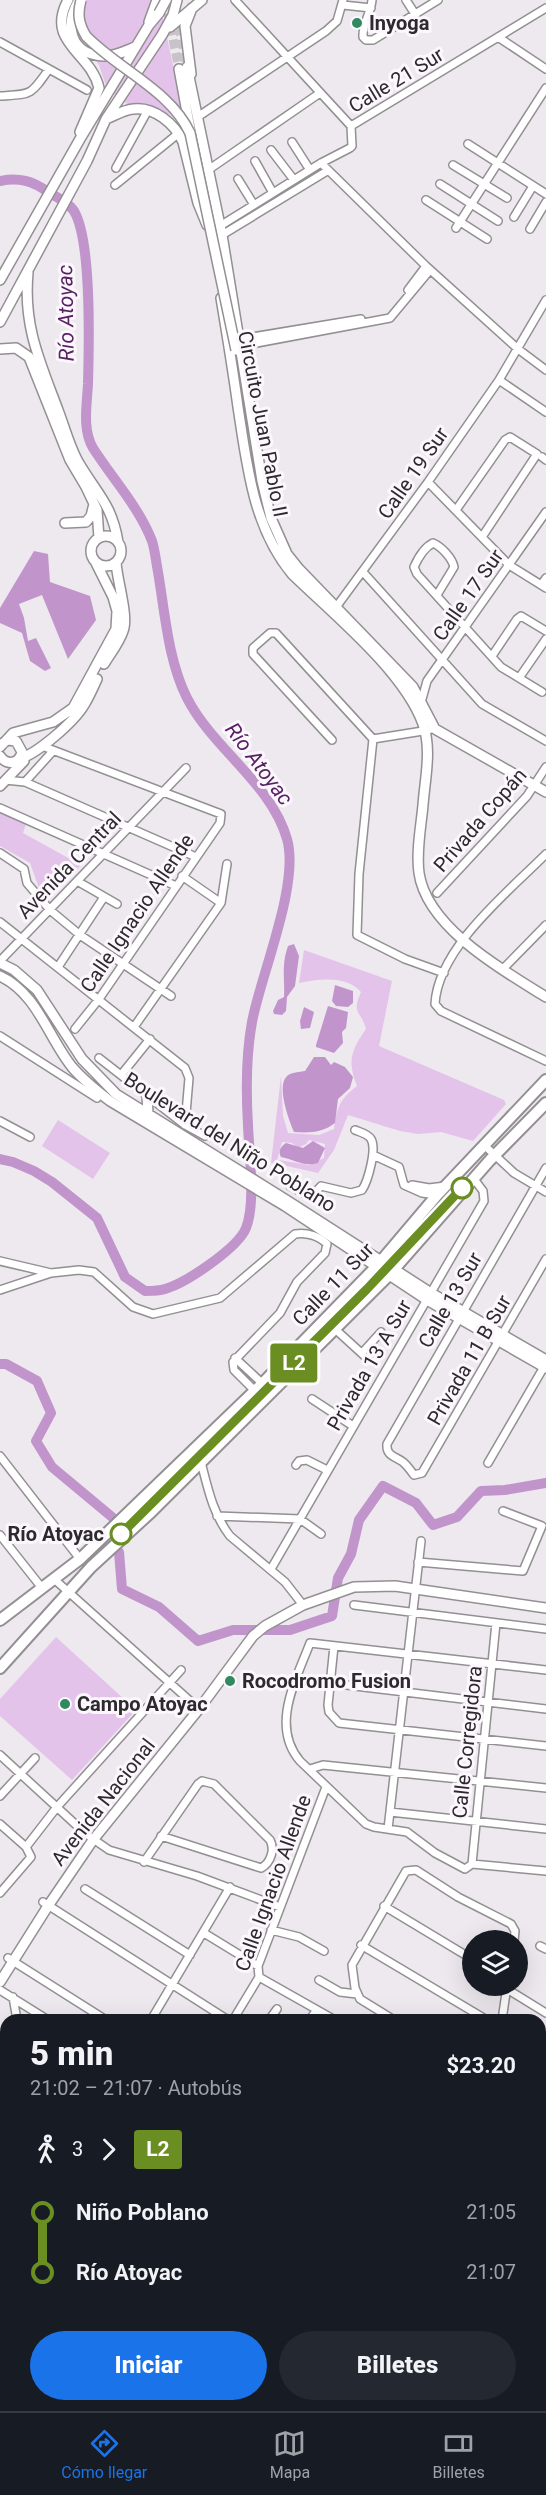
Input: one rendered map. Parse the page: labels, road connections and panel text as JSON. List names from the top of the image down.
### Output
{
  "streets": {
    "main road": [
      "Circuito Juan Pablo II",
      "Boulevard del Niño Poblano",
      "Calle 11 Sur",
      "Avenida Nacional"
    ],
    "street": [
      "Calle 21 Sur",
      "Calle 19 Sur",
      "Calle 17 Sur",
      "Privada Copán",
      "Avenida Central",
      "Calle Ignacio Allende",
      "Calle 13 Sur",
      "Privada 11 B Sur",
      "Privada 13 A Sur",
      "Calle Corregidora"
    ]
  },
  "crossings": [
    ["Calle 21 Sur", "Circuito Juan Pablo II"],
    ["Circuito Juan Pablo II", "Calle 19 Sur"],
    ["Circuito Juan Pablo II", "Calle 17 Sur"],
    ["Avenida Central", "Calle Ignacio Allende"],
    ["Avenida Central", "Boulevard del Niño Poblano"],
    ["Calle Ignacio Allende", "Calle Corregidora"],
    ["Boulevard del Niño Poblano", "Calle 11 Sur"],
    ["Boulevard del Niño Poblano", "Calle 13 Sur"],
    ["Boulevard del Niño Poblano", "Privada 11 B Sur"],
    ["Boulevard del Niño Poblano", "Privada 13 A Sur"],
    ["Calle 11 Sur", "Privada 13 A Sur"],
    ["Calle 13 Sur", "Privada 11 B Sur"]
  ],
  "water": ["Río Atoyac"],
  "places": [
    "Inyoga",
    "Río Atoyac",
    "Rocodromo Fusion",
    "Campo Atoyac"
  ],
  "lines": ["bus line L2"],
  "page": {
    "on_map": "L2",
    "heading": ["5 min", "21:02 – 21:07 · Autobús", "$23.20"],
    "legs": ["3", "L2"],
    "list": [
      {
        "name": "Niño Poblano",
        "value": "21:05"
      },
      {
        "name": "Río Atoyac",
        "value": "21:07"
      }
    ],
    "buttons": ["Iniciar", "Billetes"],
    "tabs": ["Cómo llegar", "Mapa", "Billetes"]
  }
}
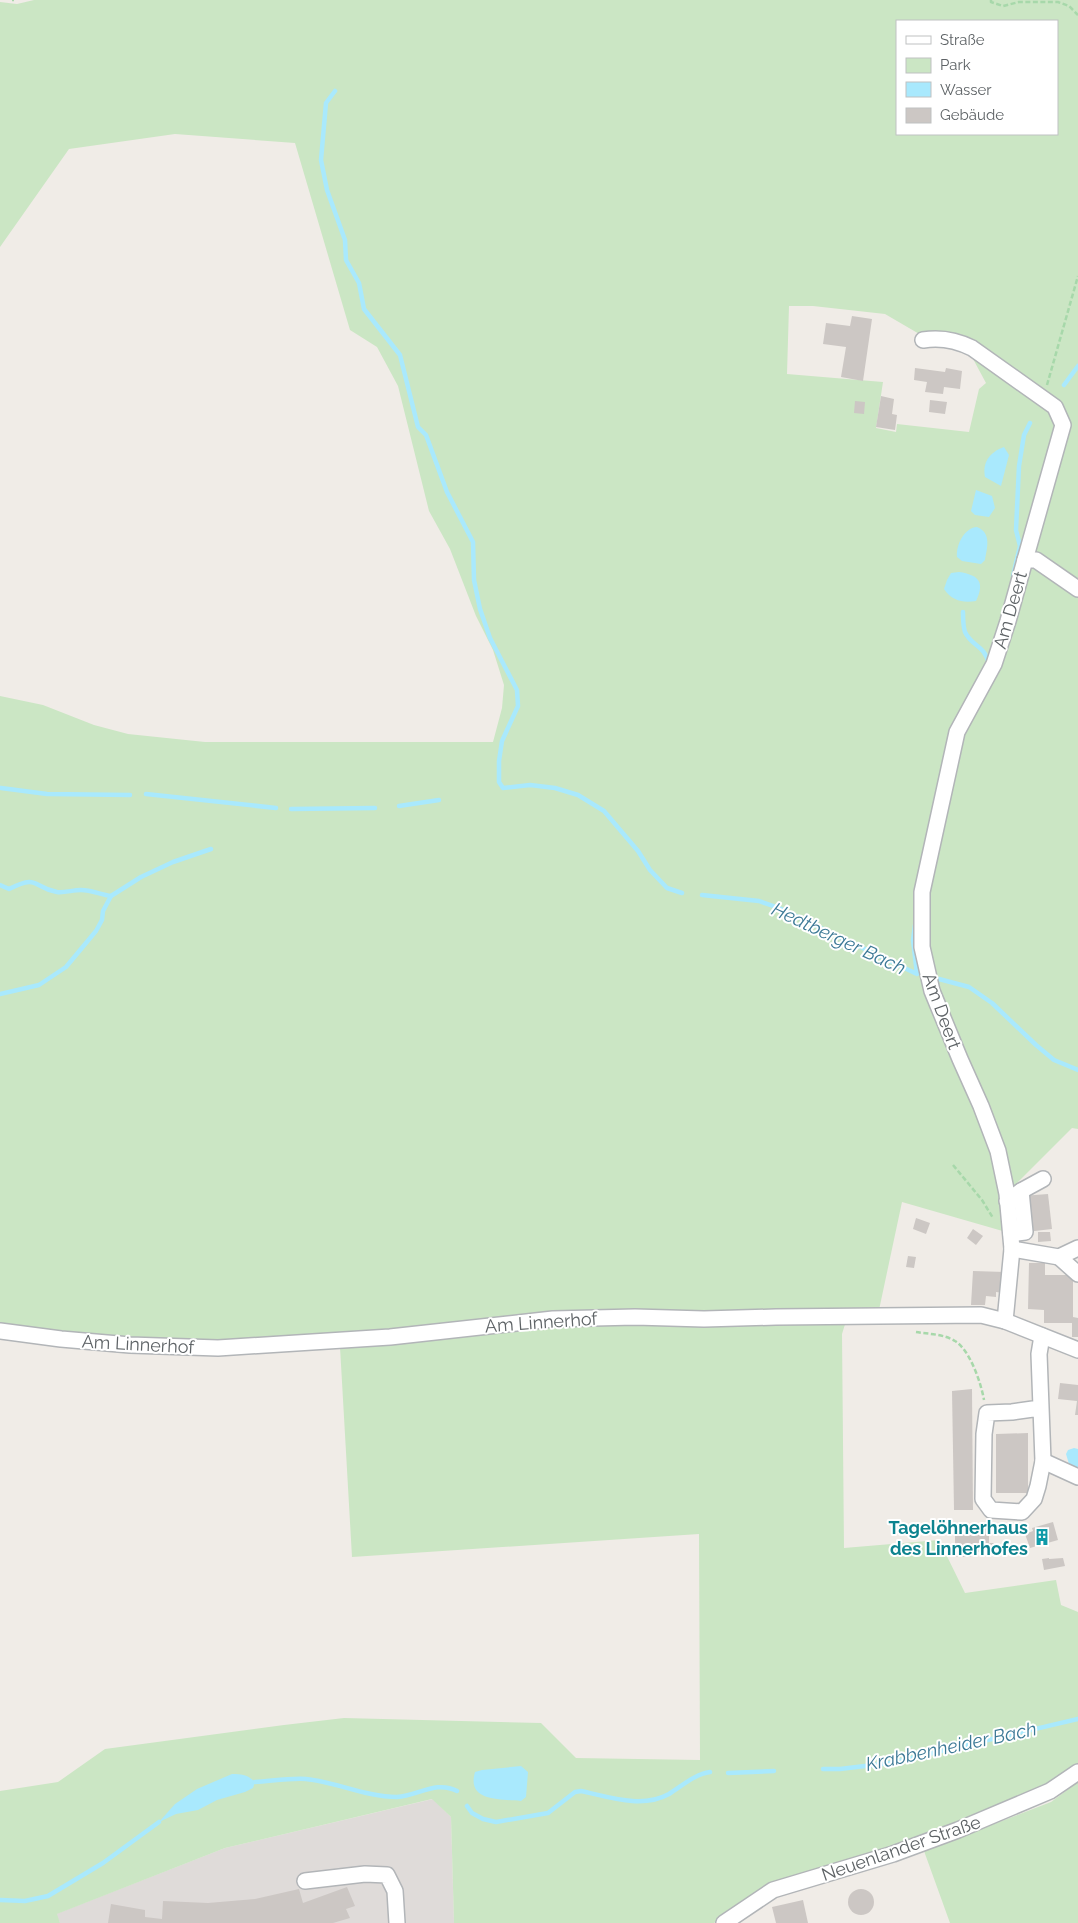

□ □ □ □

AIM OF THE TASK: The listing above must be repeated exactly, apart from the pictures.

OUTPUT FOR THIS EXERCISE:
Input: one rendered map. Parse the page: labels, road connections and panel text as JSON. List names from the top of the image down.
### Output
{
  "streets": {
    "main road": [
      "Circuito Juan Pablo II",
      "Boulevard del Niño Poblano",
      "Calle 11 Sur",
      "Avenida Nacional"
    ],
    "street": [
      "Calle 21 Sur",
      "Calle 19 Sur",
      "Calle 17 Sur",
      "Privada Copán",
      "Avenida Central",
      "Calle Ignacio Allende",
      "Calle 13 Sur",
      "Privada 11 B Sur",
      "Privada 13 A Sur",
      "Calle Corregidora"
    ]
  },
  "crossings": [
    ["Calle 21 Sur", "Circuito Juan Pablo II"],
    ["Circuito Juan Pablo II", "Calle 19 Sur"],
    ["Circuito Juan Pablo II", "Calle 17 Sur"],
    ["Avenida Central", "Calle Ignacio Allende"],
    ["Avenida Central", "Boulevard del Niño Poblano"],
    ["Calle Ignacio Allende", "Calle Corregidora"],
    ["Boulevard del Niño Poblano", "Calle 11 Sur"],
    ["Boulevard del Niño Poblano", "Calle 13 Sur"],
    ["Boulevard del Niño Poblano", "Privada 11 B Sur"],
    ["Boulevard del Niño Poblano", "Privada 13 A Sur"],
    ["Calle 11 Sur", "Privada 13 A Sur"],
    ["Calle 13 Sur", "Privada 11 B Sur"]
  ],
  "water": ["Río Atoyac"],
  "places": [
    "Inyoga",
    "Río Atoyac",
    "Rocodromo Fusion",
    "Campo Atoyac"
  ],
  "lines": ["bus line L2"],
  "page": {
    "on_map": "L2",
    "heading": ["5 min", "21:02 – 21:07 · Autobús", "$23.20"],
    "legs": ["3", "L2"],
    "list": [
      {
        "name": "Niño Poblano",
        "value": "21:05"
      },
      {
        "name": "Río Atoyac",
        "value": "21:07"
      }
    ],
    "buttons": ["Iniciar", "Billetes"],
    "tabs": ["Cómo llegar", "Mapa", "Billetes"]
  }
}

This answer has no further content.